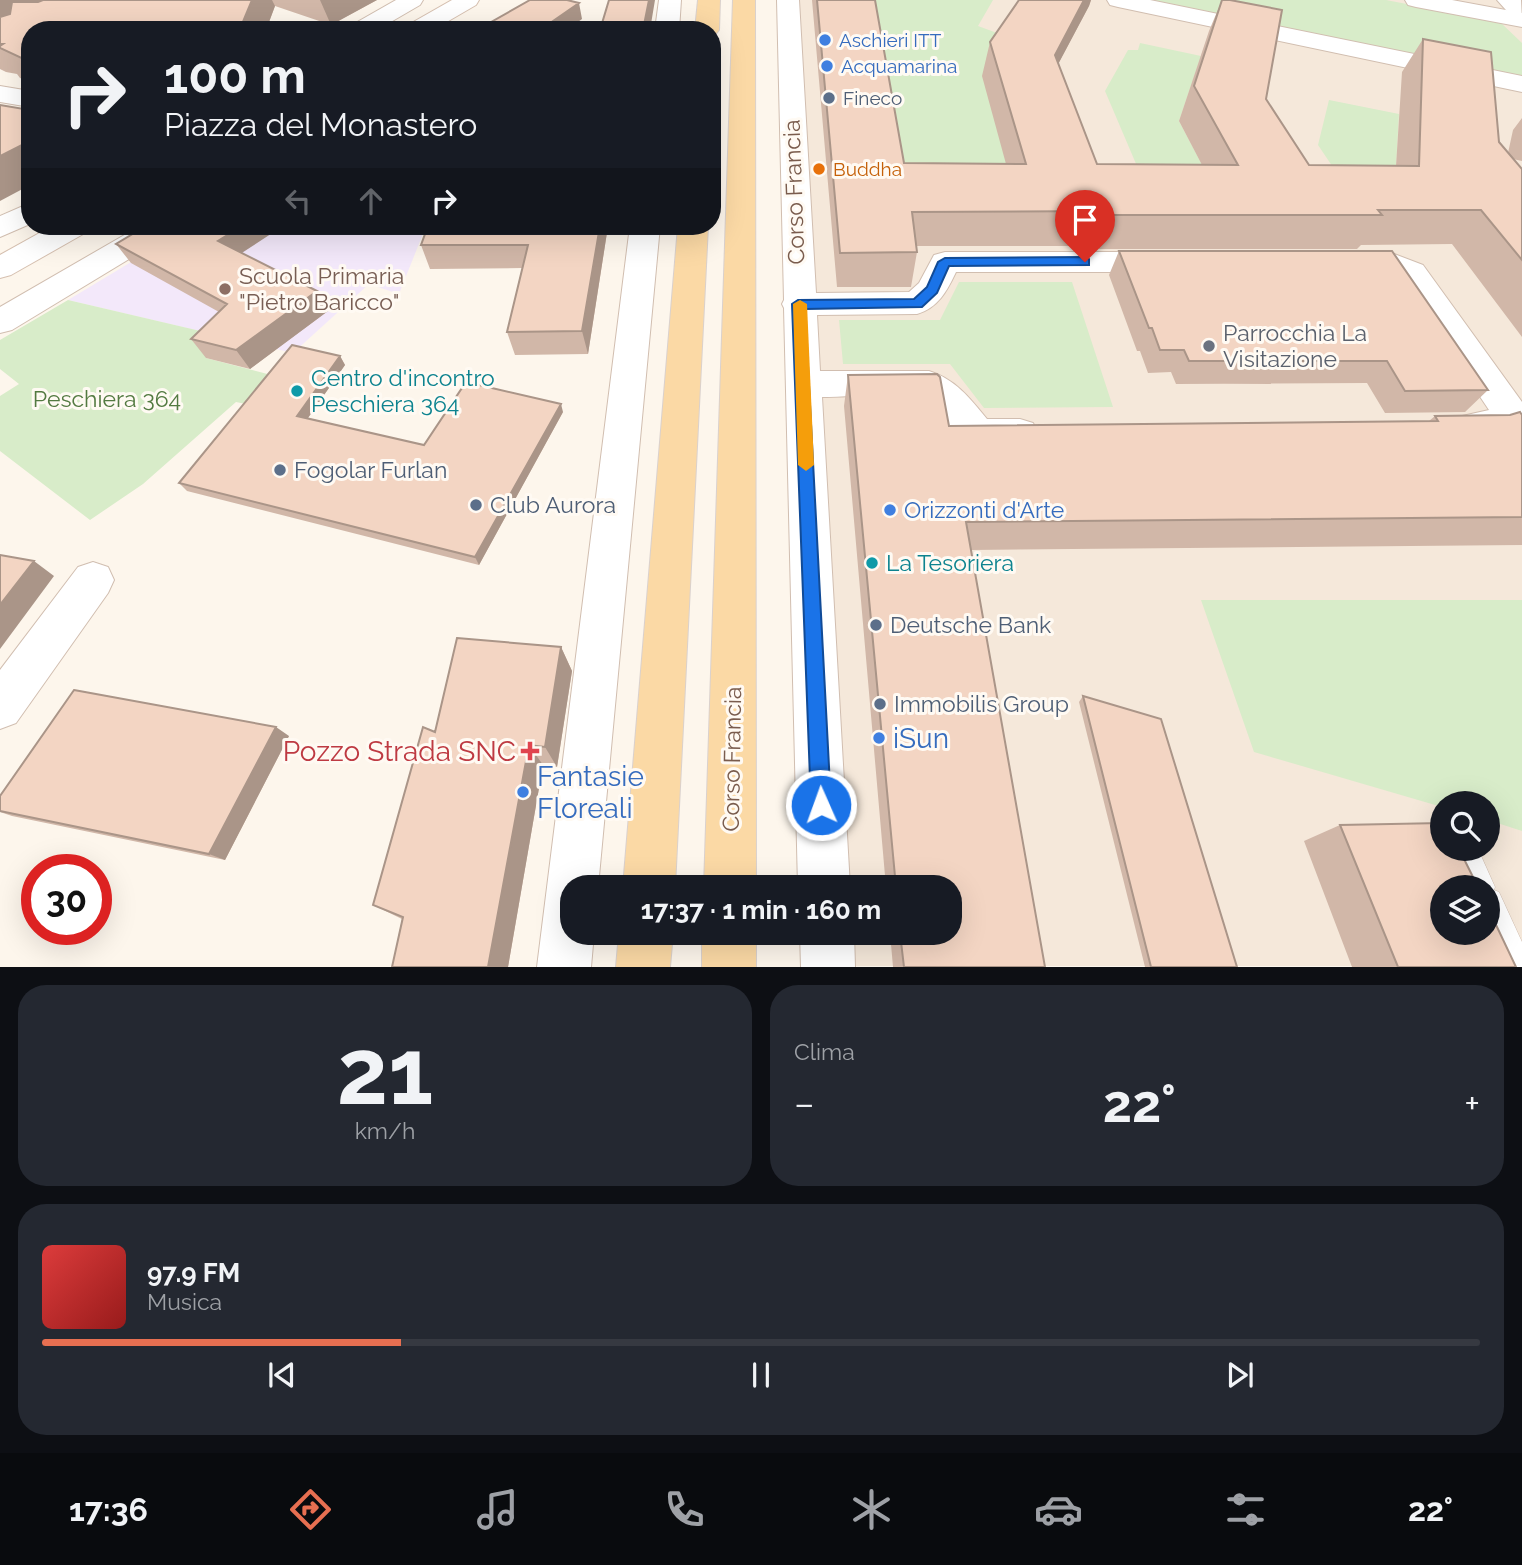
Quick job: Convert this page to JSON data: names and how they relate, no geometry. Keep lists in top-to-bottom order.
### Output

____

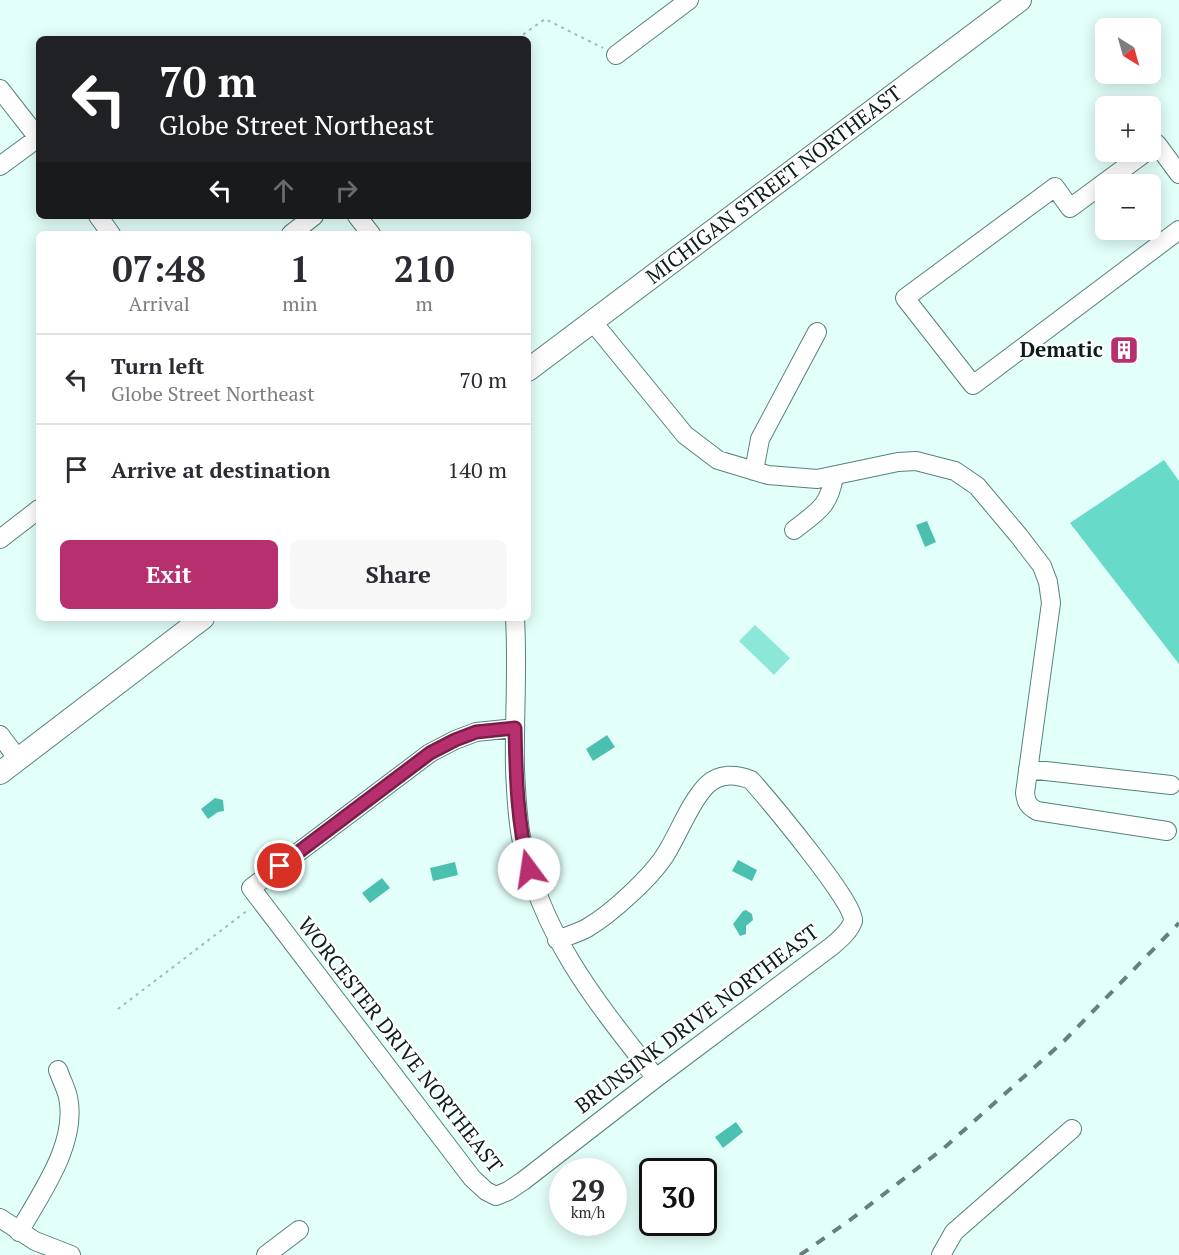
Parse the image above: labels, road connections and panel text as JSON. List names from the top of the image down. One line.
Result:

____

WORK ORDER:
Search the listing for "JSON" and copy each line holding it.

EXERCISE SOLUTION:
Quick job: Convert this page to JSON data: names and how they relate, no geometry. Keep lists in top-to-bottom order.
Parse the image above: labels, road connections and panel text as JSON. List names from the top of the image down. One line.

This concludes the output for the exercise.